= PROBLEM =
Look through the records and copy every line in which "hidden" appears.

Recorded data
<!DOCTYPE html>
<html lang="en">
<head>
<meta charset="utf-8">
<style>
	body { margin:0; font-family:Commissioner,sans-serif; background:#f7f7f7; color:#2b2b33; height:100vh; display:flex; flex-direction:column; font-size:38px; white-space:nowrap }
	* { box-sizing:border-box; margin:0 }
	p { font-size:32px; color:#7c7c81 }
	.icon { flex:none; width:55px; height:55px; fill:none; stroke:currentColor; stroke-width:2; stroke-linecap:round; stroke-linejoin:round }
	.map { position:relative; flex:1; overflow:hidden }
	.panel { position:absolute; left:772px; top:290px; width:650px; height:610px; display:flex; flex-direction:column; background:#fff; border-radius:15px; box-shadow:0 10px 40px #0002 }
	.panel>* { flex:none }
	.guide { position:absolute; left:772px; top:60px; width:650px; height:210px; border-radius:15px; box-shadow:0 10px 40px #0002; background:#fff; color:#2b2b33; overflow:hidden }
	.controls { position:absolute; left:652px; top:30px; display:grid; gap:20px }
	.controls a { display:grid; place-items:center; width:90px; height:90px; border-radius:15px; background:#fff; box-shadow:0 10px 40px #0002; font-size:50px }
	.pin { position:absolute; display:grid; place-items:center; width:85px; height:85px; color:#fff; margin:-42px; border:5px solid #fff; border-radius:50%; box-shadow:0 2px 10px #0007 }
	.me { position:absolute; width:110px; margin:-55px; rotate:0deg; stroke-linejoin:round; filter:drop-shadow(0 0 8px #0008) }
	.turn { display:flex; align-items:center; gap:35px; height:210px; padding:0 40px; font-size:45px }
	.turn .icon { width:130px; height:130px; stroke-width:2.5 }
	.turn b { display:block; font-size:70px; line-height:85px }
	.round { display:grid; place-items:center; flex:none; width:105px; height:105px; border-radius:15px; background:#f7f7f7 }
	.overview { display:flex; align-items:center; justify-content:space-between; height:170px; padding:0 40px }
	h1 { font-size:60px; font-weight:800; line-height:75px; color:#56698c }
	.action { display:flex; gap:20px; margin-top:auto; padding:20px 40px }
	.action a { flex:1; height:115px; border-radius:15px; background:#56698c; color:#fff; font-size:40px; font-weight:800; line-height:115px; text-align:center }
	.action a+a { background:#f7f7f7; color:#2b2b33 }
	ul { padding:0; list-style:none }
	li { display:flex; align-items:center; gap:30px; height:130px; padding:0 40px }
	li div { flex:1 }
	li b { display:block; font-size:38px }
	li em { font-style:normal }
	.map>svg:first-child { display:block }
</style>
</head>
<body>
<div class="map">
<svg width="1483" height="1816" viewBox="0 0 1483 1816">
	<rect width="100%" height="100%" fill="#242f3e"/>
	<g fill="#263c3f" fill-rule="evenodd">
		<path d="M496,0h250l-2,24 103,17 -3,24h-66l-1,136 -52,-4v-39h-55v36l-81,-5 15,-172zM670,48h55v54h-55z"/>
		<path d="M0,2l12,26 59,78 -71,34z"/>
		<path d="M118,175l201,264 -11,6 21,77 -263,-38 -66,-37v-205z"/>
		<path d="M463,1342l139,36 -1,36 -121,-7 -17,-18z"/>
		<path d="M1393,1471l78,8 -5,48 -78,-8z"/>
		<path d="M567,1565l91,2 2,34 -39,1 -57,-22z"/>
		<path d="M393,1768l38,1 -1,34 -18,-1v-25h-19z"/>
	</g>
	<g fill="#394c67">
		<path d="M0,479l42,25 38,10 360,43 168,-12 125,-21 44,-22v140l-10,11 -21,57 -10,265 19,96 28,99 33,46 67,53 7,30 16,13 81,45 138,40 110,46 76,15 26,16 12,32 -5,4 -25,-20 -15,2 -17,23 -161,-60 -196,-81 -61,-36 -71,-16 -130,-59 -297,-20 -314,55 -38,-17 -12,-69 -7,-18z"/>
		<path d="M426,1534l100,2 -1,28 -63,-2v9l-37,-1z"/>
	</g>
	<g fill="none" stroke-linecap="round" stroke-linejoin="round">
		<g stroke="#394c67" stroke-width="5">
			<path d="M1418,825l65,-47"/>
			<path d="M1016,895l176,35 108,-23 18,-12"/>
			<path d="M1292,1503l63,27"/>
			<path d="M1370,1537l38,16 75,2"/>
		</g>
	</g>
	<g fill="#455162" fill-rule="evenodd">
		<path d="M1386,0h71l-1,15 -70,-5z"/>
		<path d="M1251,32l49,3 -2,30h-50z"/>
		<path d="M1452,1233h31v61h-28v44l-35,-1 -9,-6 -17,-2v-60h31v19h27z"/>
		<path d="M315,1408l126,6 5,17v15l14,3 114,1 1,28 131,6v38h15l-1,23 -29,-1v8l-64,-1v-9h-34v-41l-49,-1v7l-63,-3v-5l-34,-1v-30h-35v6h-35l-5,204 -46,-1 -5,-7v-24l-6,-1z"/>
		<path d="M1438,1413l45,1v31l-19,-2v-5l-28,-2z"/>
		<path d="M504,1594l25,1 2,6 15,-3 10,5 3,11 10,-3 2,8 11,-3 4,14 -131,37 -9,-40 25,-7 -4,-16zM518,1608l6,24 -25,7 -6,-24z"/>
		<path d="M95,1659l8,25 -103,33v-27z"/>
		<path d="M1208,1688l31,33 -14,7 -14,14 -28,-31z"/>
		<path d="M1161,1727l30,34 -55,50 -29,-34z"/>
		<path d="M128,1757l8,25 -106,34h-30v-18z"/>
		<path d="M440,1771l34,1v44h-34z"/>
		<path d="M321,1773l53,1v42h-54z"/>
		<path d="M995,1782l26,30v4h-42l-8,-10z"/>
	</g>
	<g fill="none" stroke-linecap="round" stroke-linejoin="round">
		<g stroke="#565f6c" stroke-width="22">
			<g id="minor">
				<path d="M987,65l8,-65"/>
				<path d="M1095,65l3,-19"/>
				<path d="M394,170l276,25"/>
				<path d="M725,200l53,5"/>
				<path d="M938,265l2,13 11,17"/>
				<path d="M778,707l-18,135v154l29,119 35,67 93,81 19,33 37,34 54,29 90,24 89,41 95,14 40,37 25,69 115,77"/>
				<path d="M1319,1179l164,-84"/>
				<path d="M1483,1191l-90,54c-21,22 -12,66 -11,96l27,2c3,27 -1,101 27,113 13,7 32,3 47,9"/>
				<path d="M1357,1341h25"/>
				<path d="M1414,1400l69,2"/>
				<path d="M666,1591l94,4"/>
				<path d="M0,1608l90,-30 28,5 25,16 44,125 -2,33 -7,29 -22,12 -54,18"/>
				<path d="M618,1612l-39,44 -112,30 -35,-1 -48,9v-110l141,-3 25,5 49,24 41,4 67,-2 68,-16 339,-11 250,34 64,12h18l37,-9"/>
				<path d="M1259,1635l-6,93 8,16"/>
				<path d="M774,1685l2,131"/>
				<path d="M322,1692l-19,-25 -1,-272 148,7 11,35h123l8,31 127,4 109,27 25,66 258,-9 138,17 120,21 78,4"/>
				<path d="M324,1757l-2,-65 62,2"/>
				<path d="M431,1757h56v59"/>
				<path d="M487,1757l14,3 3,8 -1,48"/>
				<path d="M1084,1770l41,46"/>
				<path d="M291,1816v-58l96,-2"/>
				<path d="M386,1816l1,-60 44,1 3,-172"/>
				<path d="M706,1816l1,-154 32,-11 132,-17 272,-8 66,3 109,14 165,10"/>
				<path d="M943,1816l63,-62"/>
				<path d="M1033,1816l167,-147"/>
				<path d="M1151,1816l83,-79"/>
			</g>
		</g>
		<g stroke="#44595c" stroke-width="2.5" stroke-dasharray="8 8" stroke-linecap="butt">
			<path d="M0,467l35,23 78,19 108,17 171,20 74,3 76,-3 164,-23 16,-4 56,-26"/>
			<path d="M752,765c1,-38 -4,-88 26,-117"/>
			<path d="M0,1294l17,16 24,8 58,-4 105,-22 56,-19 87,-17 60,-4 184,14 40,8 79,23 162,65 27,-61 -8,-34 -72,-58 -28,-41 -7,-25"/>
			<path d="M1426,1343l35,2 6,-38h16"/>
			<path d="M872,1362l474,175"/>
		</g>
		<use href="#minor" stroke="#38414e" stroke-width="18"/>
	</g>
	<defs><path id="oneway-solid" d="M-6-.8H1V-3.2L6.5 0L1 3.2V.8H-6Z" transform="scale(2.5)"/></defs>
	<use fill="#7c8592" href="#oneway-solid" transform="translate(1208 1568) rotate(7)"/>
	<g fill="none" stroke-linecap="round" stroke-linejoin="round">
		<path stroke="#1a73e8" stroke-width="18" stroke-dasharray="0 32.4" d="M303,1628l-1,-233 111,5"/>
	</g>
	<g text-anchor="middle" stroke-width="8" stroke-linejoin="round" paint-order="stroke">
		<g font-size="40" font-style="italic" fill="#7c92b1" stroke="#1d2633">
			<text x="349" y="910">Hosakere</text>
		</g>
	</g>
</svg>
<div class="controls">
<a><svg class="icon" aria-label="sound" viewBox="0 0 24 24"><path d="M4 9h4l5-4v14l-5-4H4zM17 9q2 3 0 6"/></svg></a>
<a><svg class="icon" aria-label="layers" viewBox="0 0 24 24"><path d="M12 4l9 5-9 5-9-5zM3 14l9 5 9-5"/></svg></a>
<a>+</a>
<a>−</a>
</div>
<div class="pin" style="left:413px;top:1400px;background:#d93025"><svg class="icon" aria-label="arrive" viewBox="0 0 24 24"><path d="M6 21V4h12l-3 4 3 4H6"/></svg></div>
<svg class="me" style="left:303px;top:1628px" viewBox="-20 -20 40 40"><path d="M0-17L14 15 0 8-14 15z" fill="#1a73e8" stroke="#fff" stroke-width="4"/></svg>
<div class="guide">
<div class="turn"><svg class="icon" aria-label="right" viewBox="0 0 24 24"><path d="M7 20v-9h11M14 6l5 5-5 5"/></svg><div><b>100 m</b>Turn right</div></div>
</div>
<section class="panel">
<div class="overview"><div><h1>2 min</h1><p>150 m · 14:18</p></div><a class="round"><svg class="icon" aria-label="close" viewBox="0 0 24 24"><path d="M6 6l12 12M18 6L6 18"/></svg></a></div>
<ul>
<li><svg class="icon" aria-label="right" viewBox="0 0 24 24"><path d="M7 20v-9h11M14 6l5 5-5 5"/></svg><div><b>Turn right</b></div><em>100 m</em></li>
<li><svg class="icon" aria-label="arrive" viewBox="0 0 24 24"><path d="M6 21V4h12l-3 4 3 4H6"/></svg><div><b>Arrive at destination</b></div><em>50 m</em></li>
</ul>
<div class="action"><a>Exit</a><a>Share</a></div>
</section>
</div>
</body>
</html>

= ANSWER TO THIS EXERCISE =
	.map { position:relative; flex:1; overflow:hidden }
	.guide { position:absolute; left:772px; top:60px; width:650px; height:210px; border-radius:15px; box-shadow:0 10px 40px #0002; background:#fff; color:#2b2b33; overflow:hidden }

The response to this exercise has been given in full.